= What you need to do =
Retrieve every line of the data holding the word "name".
### Study material
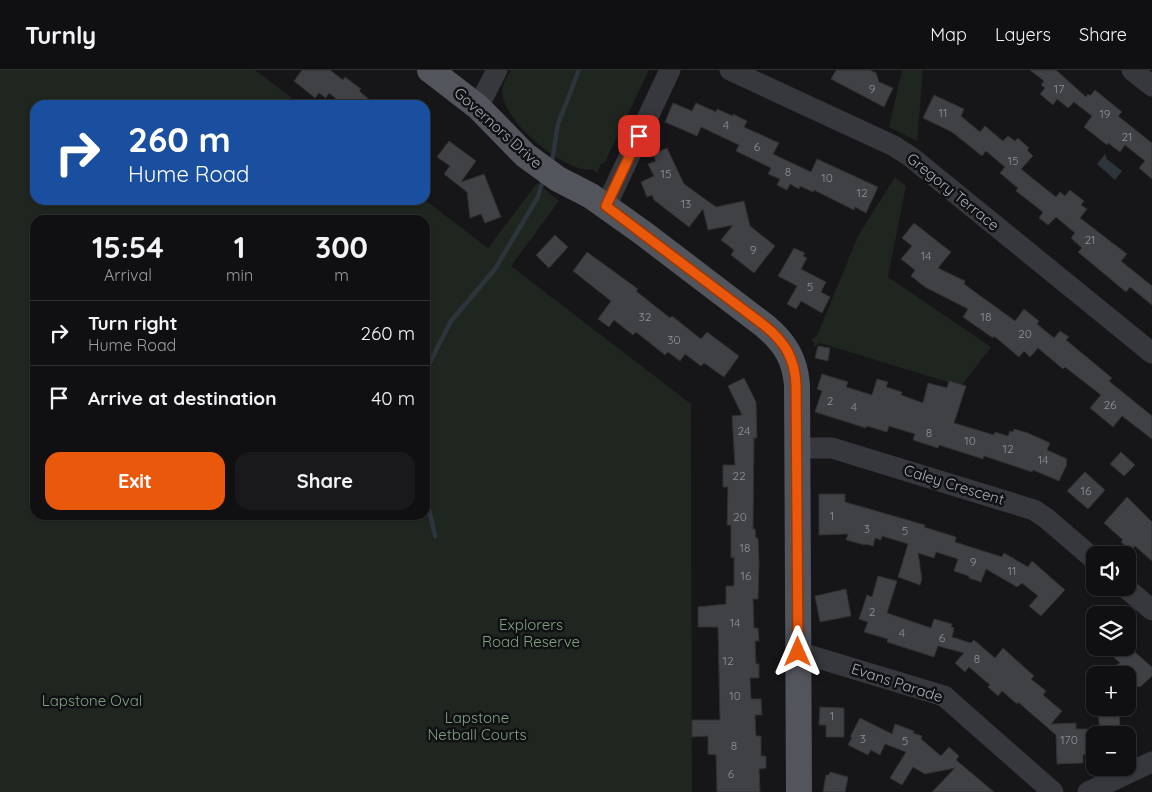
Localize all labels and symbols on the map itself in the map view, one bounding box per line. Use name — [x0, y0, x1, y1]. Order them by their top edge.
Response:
house number: 9 — [869, 81, 876, 96]
house number: 17 — [1054, 81, 1064, 96]
street label: Governors Drive — [450, 83, 546, 172]
house number: 11 — [939, 105, 947, 120]
house number: 19 — [1099, 106, 1111, 121]
pin — [618, 115, 660, 157]
house number: 4 — [723, 117, 729, 132]
house number: 21 — [1121, 129, 1133, 144]
house number: 6 — [754, 139, 761, 154]
street label: Gregory Terrace — [903, 149, 1003, 235]
house number: 15 — [1008, 153, 1018, 168]
house number: 8 — [785, 164, 791, 179]
house number: 15 — [661, 166, 671, 181]
house number: 10 — [821, 170, 833, 185]
house number: 12 — [856, 185, 868, 200]
house number: 13 — [681, 196, 691, 211]
house number: 21 — [1084, 232, 1096, 247]
house number: 9 — [750, 242, 757, 257]
house number: 14 — [921, 248, 931, 263]
house number: 5 — [807, 279, 813, 294]
house number: 32 — [639, 309, 652, 324]
house number: 18 — [981, 309, 991, 324]
house number: 20 — [1018, 326, 1032, 341]
house number: 30 — [667, 332, 681, 347]
house number: 2 — [827, 393, 834, 408]
house number: 26 — [1103, 397, 1117, 412]
house number: 4 — [851, 399, 857, 414]
house number: 24 — [738, 423, 750, 438]
house number: 8 — [926, 425, 932, 440]
house number: 10 — [964, 433, 976, 448]
house number: 12 — [1002, 441, 1014, 456]
house number: 14 — [1038, 452, 1048, 467]
street label: Caley Crescent — [902, 460, 1007, 509]
house number: 22 — [732, 468, 746, 483]
house number: 16 — [1081, 483, 1092, 498]
house number: 1 — [830, 508, 834, 523]
house number: 20 — [733, 509, 747, 524]
house number: 3 — [864, 521, 870, 536]
house number: 5 — [902, 523, 908, 538]
house number: 18 — [740, 540, 750, 555]
house number: 9 — [970, 554, 977, 569]
house number: 11 — [1008, 563, 1016, 578]
house number: 16 — [741, 568, 752, 583]
house number: 2 — [869, 604, 876, 619]
park label: Explorers Road Reserve — [482, 615, 580, 651]
house number: 14 — [730, 615, 740, 630]
position arrow — [771, 625, 823, 677]
house number: 4 — [899, 625, 905, 640]
house number: 6 — [939, 630, 946, 645]
house number: 8 — [974, 651, 980, 666]
house number: 12 — [722, 653, 734, 668]
street label: Evans Parade — [849, 659, 945, 706]
house number: 10 — [729, 688, 741, 703]
park label: Lapstone Oval — [42, 691, 142, 710]
park label: Lapstone Netball Courts — [427, 708, 527, 744]
house number: 1 — [830, 708, 834, 723]
house number: 3 — [860, 731, 866, 746]
house number: 170 — [1060, 732, 1078, 747]
house number: 5 — [902, 733, 908, 748]
house number: 8 — [731, 738, 737, 753]
house number: 6 — [728, 766, 735, 781]

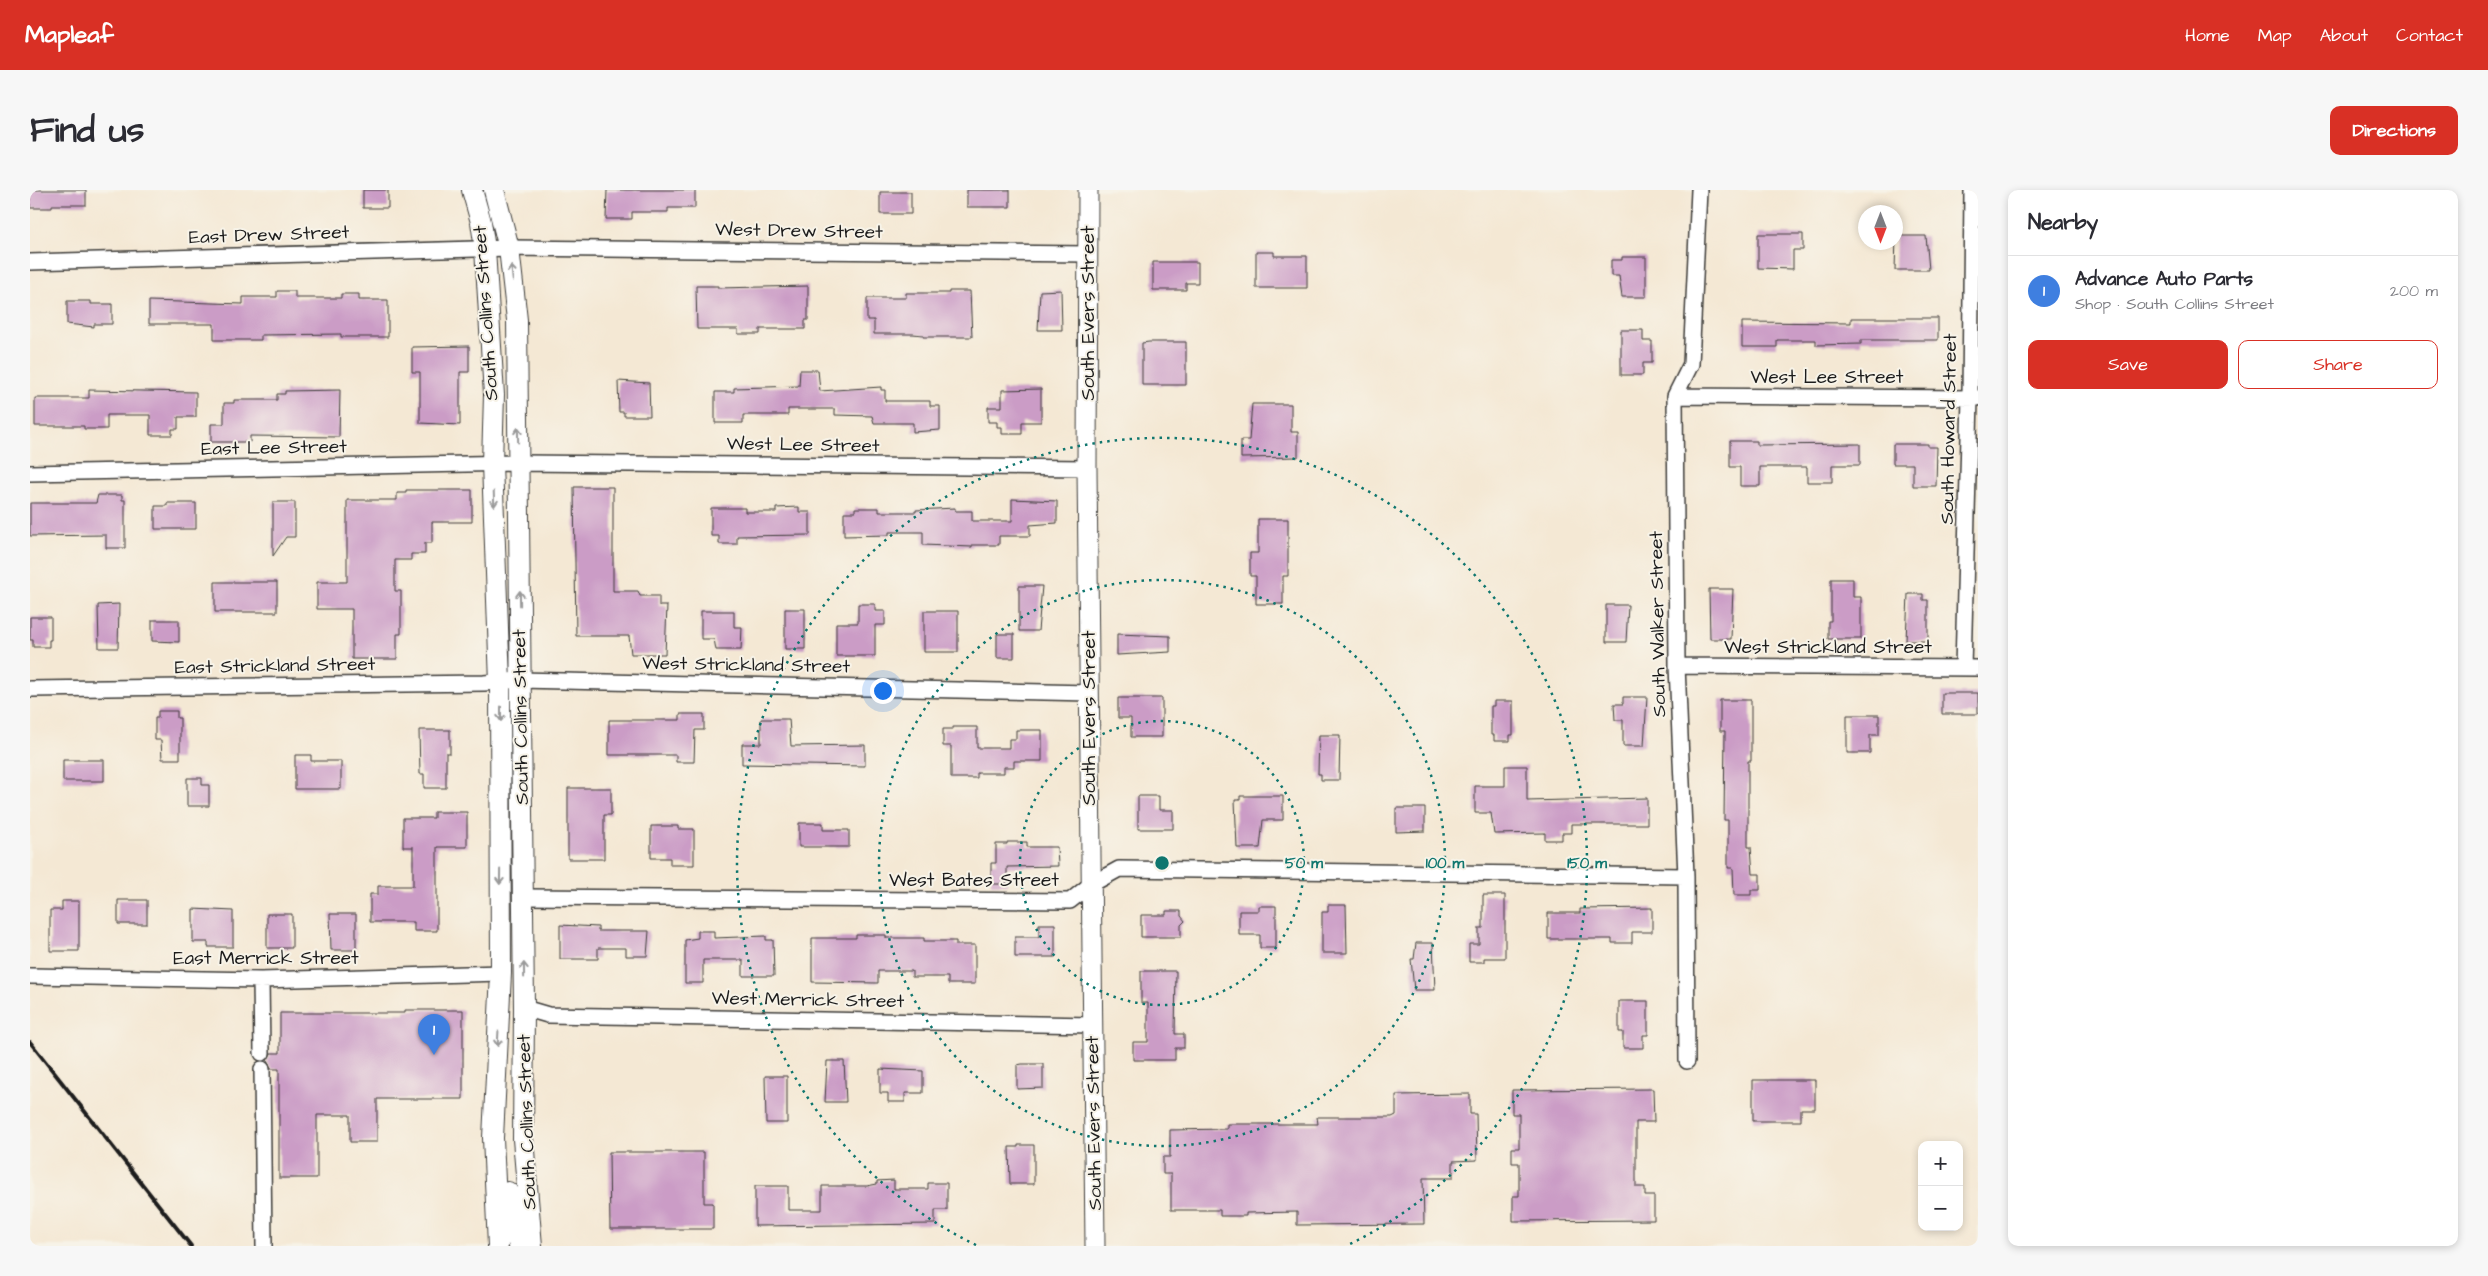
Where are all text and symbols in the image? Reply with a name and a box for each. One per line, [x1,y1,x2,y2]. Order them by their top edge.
text: Mapleaf [25,18,114,52]
text: Home [2185,23,2230,48]
text: Map [2258,23,2292,48]
text: About [2320,23,2368,48]
text: Contact [2396,23,2463,48]
text: Find us [30,106,144,155]
button: Directions [2330,106,2458,155]
north arrow [1858,205,1903,250]
text: Nearby [2028,208,2098,237]
street label: West Drew Street [715,216,883,246]
street label: East Drew Street [188,219,350,251]
street label: South Collins Street [466,224,506,401]
street label: South Evers Street [1075,225,1102,400]
one-way arrow [507,265,517,281]
text: Advance Auto Parts [2075,266,2253,293]
text: 1 [2043,280,2045,302]
text: 200 m [2390,280,2438,302]
text: Shop · South Collins Street [2075,293,2274,315]
street label: South Howard Street [1934,333,1964,525]
button: Save [2028,340,2228,389]
button: Share [2238,340,2438,389]
street label: West Lee Street [1751,364,1904,391]
one-way arrow [513,427,523,444]
street label: West Lee Street [726,430,880,460]
street label: East Lee Street [201,433,347,463]
one-way arrow [489,491,498,507]
street label: South Walker Street [1643,530,1673,717]
one-way arrow [515,590,525,606]
street label: South Collins Street [506,629,536,805]
street label: South Evers Street [1076,630,1103,805]
street label: West Strickland Street [1724,634,1932,661]
street label: West Strickland Street [642,650,851,680]
street label: East Strickland Street [174,651,376,681]
your location [870,678,896,704]
one-way arrow [496,706,505,722]
text: 50 m [1285,853,1323,874]
text: 100 m [1426,853,1465,874]
text: 150 m [1567,853,1607,874]
centre of rings [1153,854,1171,872]
street label: West Bates Street [889,867,1059,894]
one-way arrow [495,868,505,885]
street label: East Merrick Street [173,945,359,972]
one-way arrow [519,962,529,978]
street label: West Merrick Street [711,985,905,1015]
pin: 1 [418,1014,450,1055]
one-way arrow [493,1031,502,1047]
street label: South Collins Street [510,1034,544,1210]
street label: South Evers Street [1079,1035,1109,1211]
map controls [1918,1141,1963,1231]
button: + [1918,1141,1963,1186]
button: − [1918,1186,1963,1231]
######
= Answer to the exercise =
Localize all labels and symbols on the map itself in the map view, one bounding box per line. Use name — [x0, y0, x1, y1]. Order them by their top edge.
Where are all text and symbols in the image? Reply with a name and a box for each. One per line, [x1,y1,x2,y2]. Order them by their top edge.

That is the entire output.